- EXERCISE: The entries below are to be reproduced exactly, with their pictures omitted.

- EXERCISE MATERIALS:
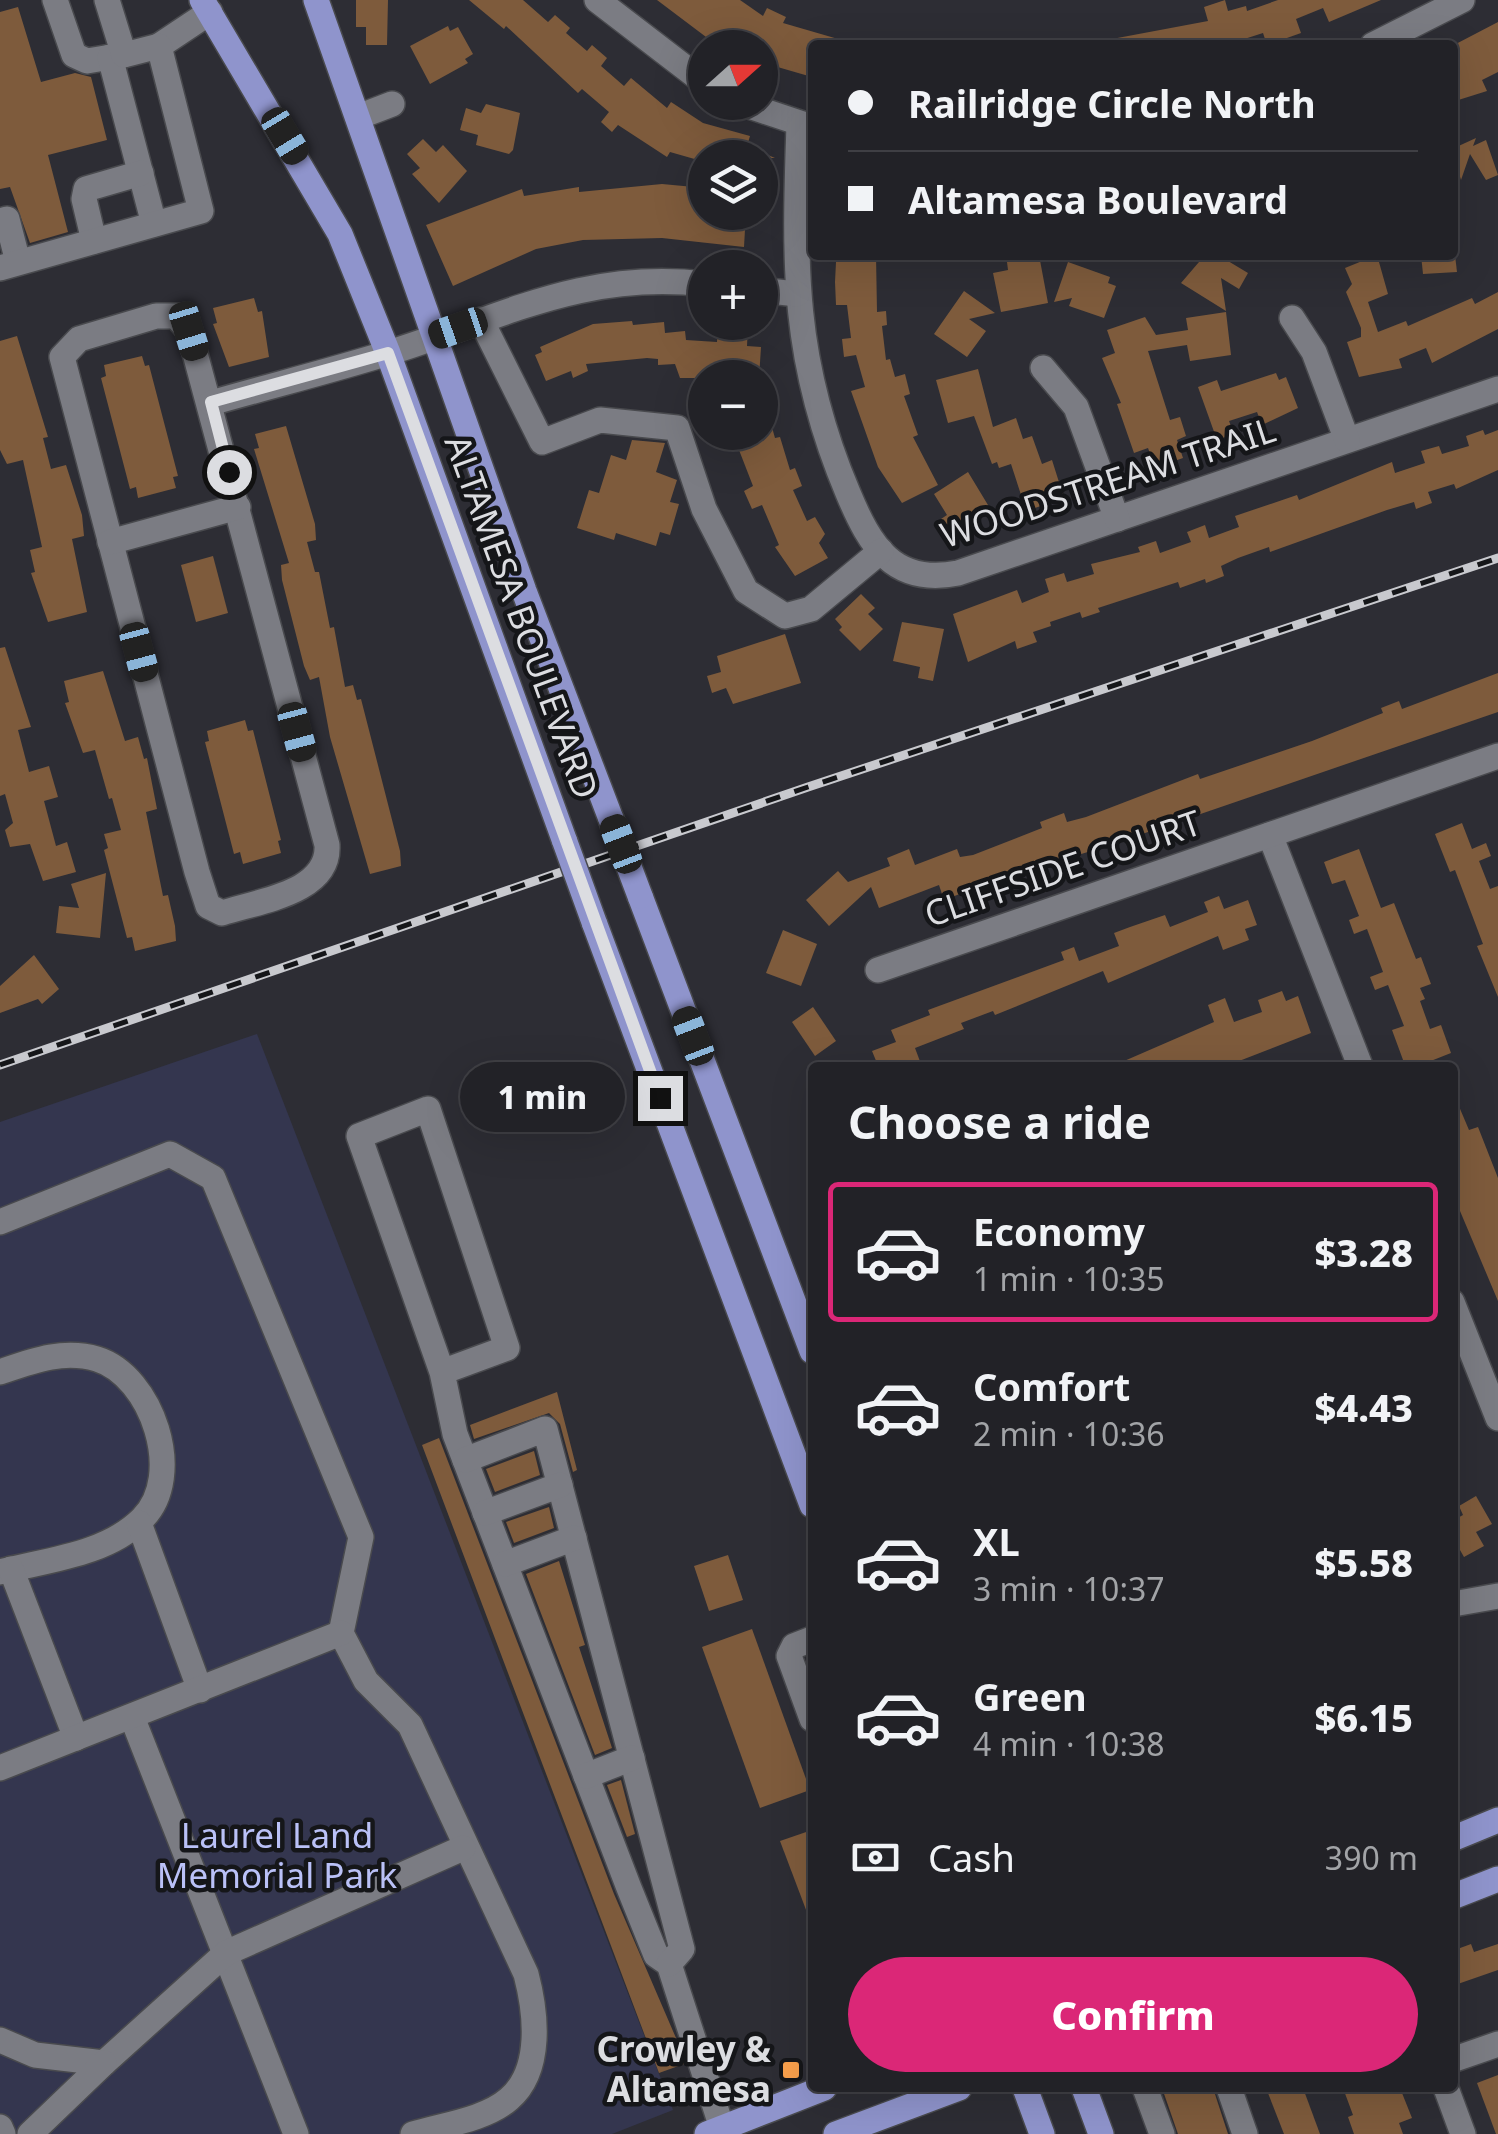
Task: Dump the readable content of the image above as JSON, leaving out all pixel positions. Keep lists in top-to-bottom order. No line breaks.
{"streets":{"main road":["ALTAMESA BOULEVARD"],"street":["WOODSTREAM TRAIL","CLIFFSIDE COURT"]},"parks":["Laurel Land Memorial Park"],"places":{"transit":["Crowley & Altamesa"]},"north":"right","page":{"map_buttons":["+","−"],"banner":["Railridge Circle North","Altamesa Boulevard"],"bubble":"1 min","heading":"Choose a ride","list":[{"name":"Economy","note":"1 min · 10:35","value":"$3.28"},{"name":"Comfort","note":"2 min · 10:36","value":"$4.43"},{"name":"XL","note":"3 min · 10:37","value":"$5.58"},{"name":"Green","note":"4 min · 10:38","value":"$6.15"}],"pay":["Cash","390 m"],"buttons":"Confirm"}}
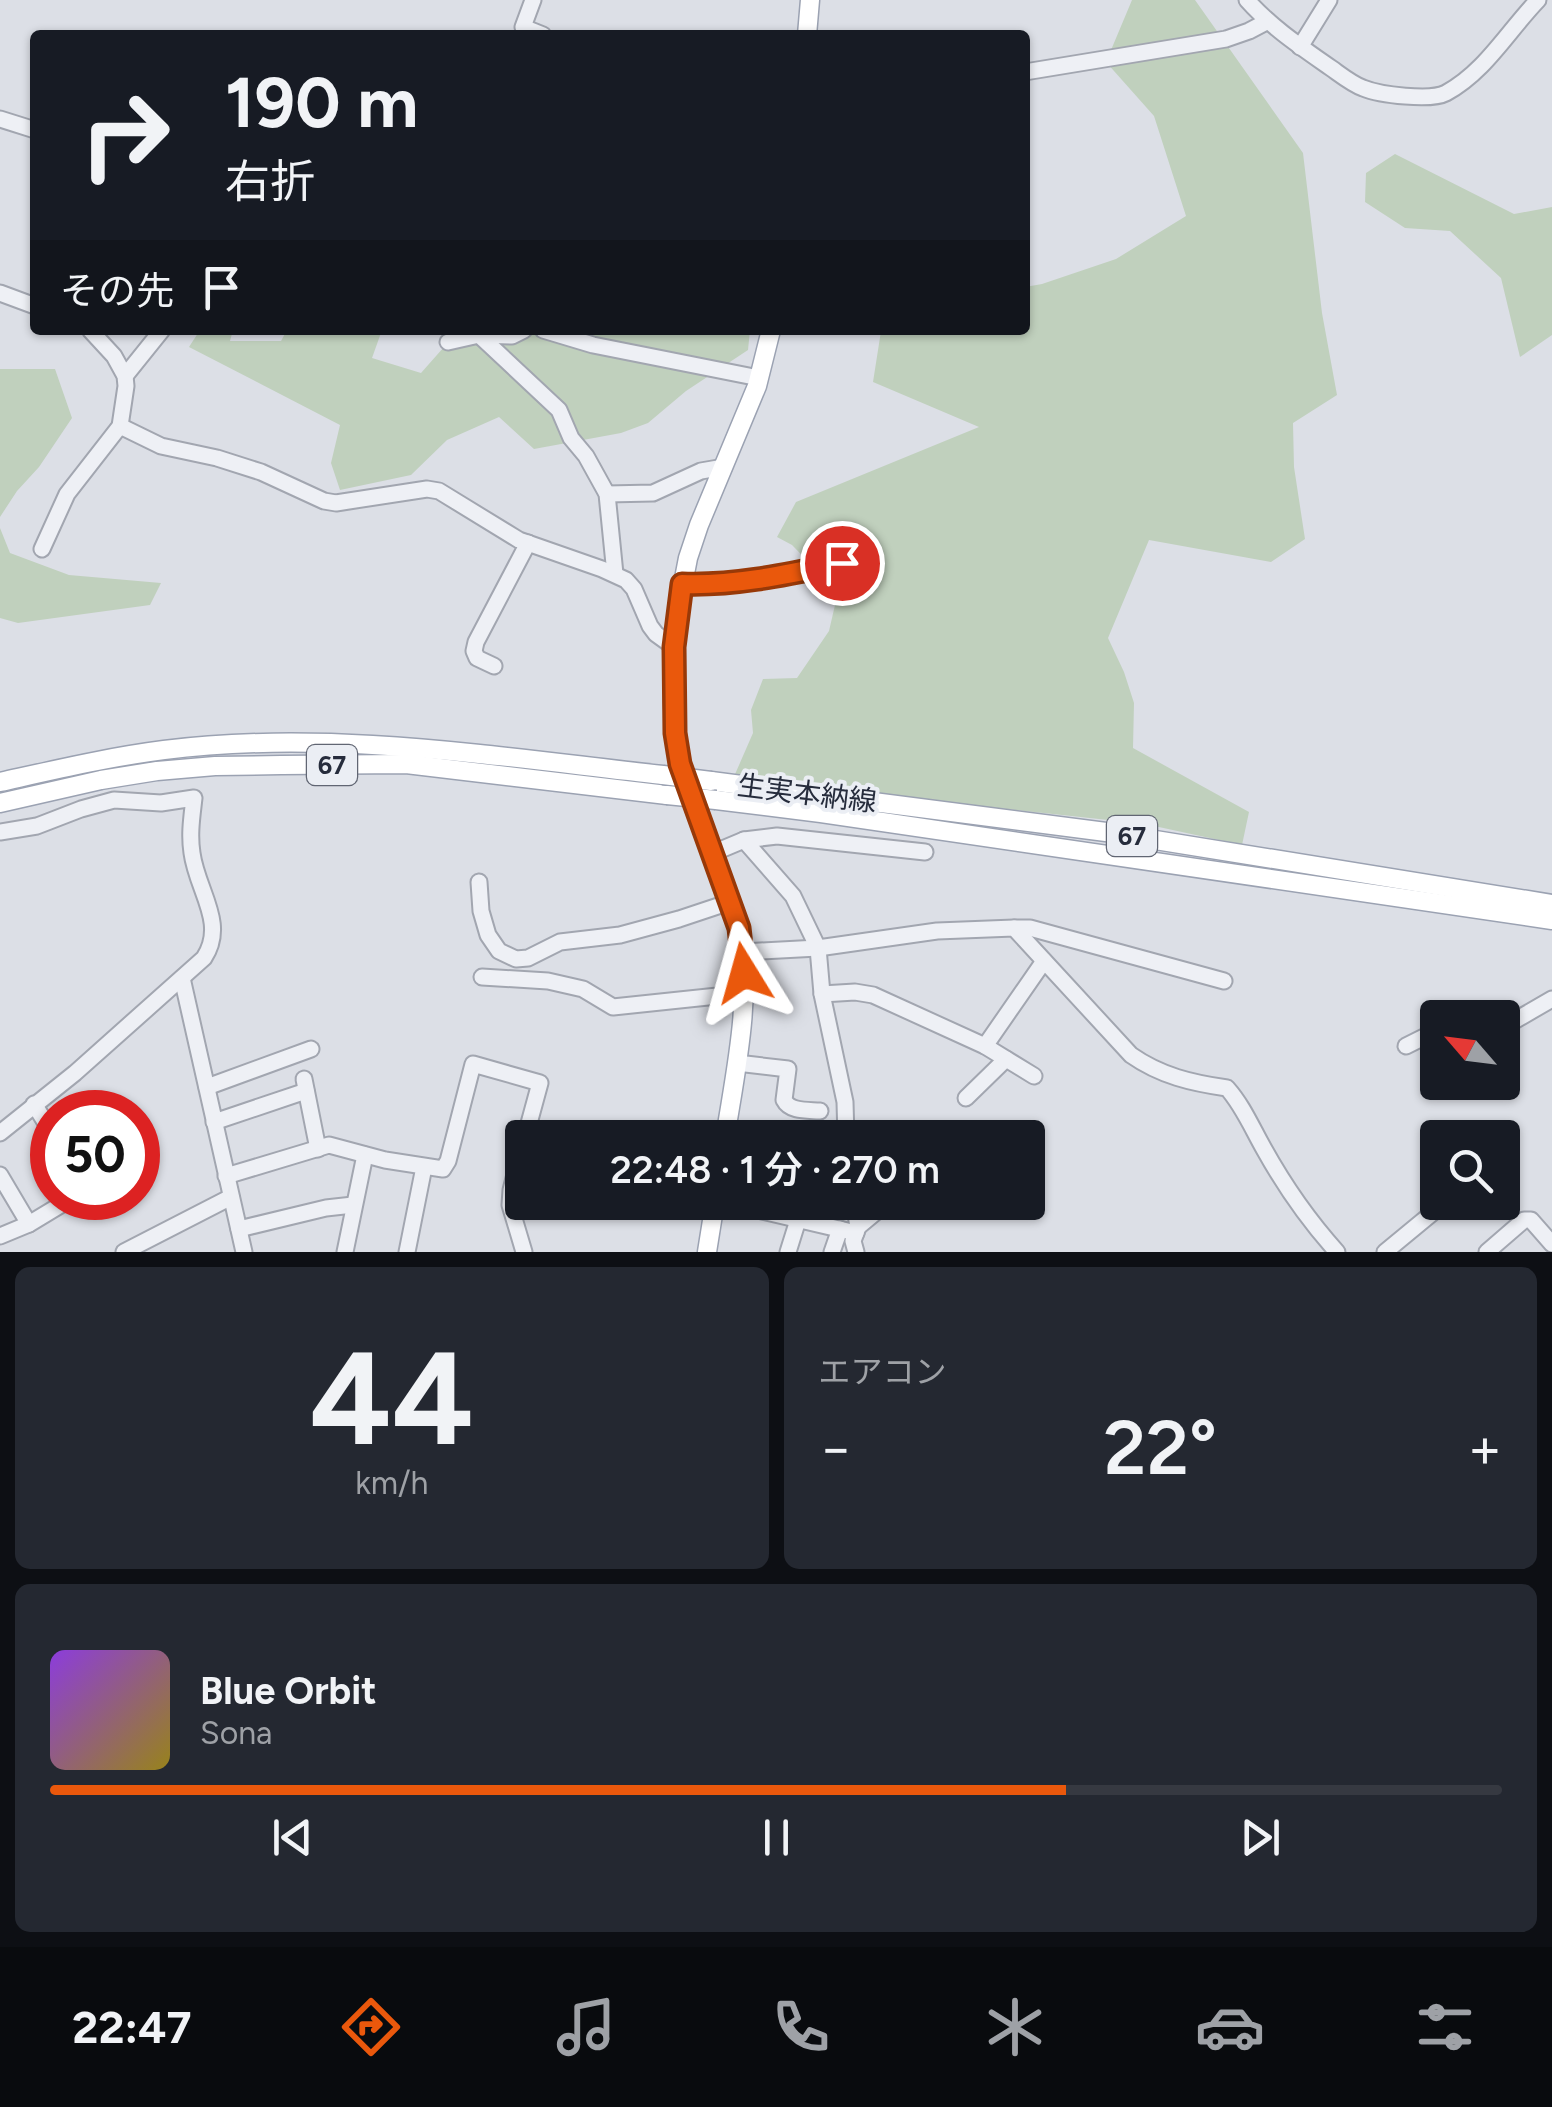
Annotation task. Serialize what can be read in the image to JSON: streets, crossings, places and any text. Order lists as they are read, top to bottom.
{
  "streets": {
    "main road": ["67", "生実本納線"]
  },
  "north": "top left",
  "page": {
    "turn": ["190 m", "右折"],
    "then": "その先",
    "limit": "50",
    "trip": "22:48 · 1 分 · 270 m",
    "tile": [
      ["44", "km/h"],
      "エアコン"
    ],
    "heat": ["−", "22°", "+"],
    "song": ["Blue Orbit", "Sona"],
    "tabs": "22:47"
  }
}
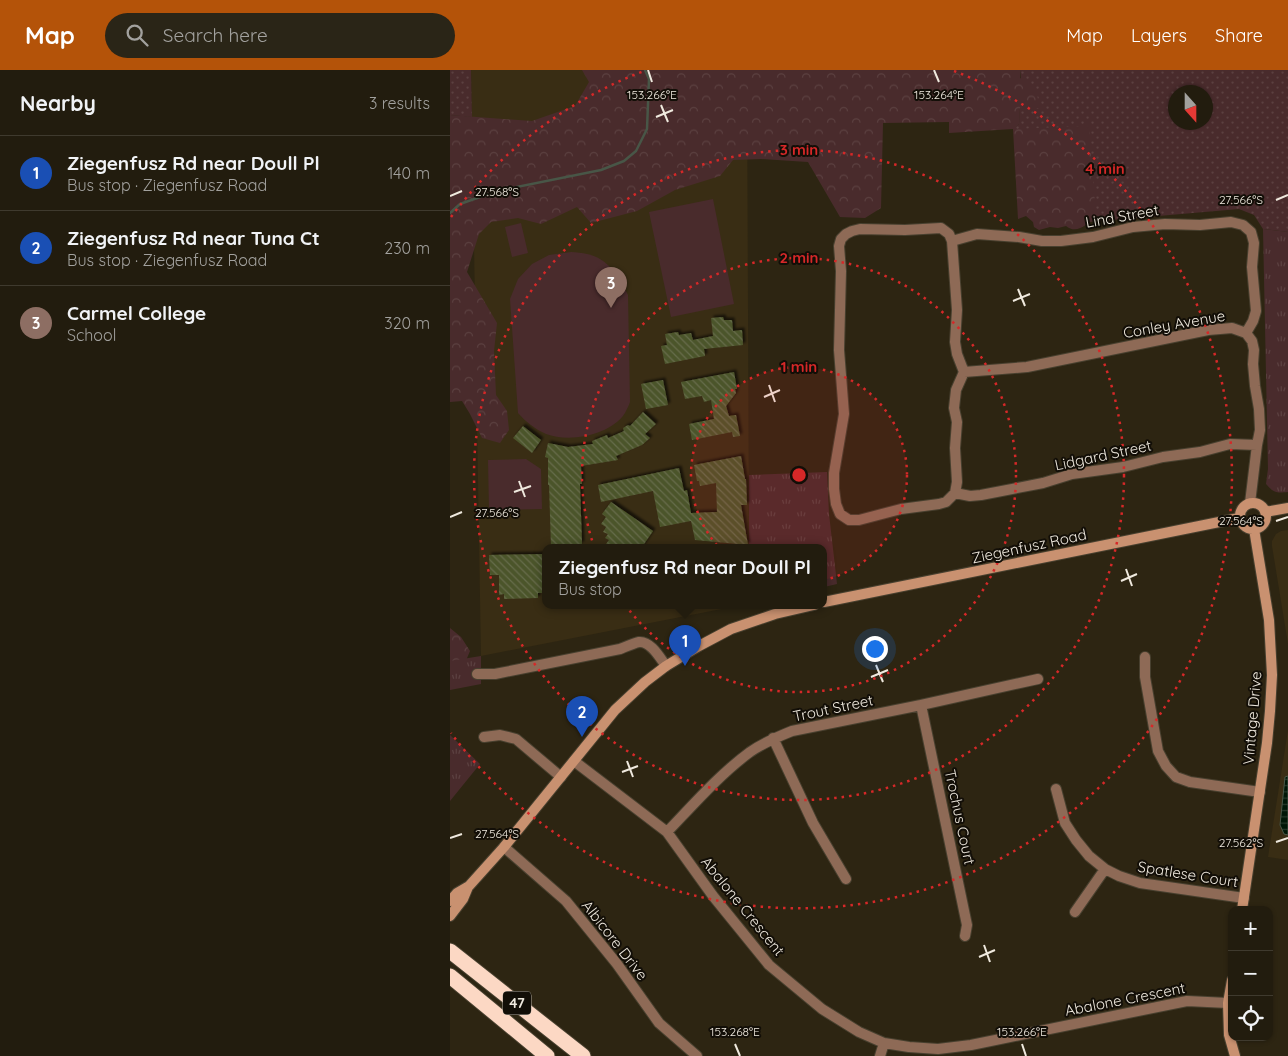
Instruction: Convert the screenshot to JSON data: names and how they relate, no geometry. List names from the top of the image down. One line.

- RESULT BELOW:
Task: Dump the readable content of the image above as JSON, leaving out all pixel positions. Keep lists in top-to-bottom order. No line breaks.
{"streets":{"main road":["ALTAMESA BOULEVARD"],"street":["WOODSTREAM TRAIL","CLIFFSIDE COURT"]},"parks":["Laurel Land Memorial Park"],"places":{"transit":["Crowley & Altamesa"]},"north":"right","page":{"map_buttons":["+","−"],"banner":["Railridge Circle North","Altamesa Boulevard"],"bubble":"1 min","heading":"Choose a ride","list":[{"name":"Economy","note":"1 min · 10:35","value":"$3.28"},{"name":"Comfort","note":"2 min · 10:36","value":"$4.43"},{"name":"XL","note":"3 min · 10:37","value":"$5.58"},{"name":"Green","note":"4 min · 10:38","value":"$6.15"}],"pay":["Cash","390 m"],"buttons":"Confirm"}}
Annotation task. Serialize what can be read in the image to JSON: streets, crossings, places and any text. Order lists as they are read, top to bottom.
{
  "streets": {
    "main road": ["67", "生実本納線"]
  },
  "north": "top left",
  "page": {
    "turn": ["190 m", "右折"],
    "then": "その先",
    "limit": "50",
    "trip": "22:48 · 1 分 · 270 m",
    "tile": [
      ["44", "km/h"],
      "エアコン"
    ],
    "heat": ["−", "22°", "+"],
    "song": ["Blue Orbit", "Sona"],
    "tabs": "22:47"
  }
}
Instruction: Convert the screenshot to JSON data: names and how they relate, no geometry. List names from the top of the image down. One line.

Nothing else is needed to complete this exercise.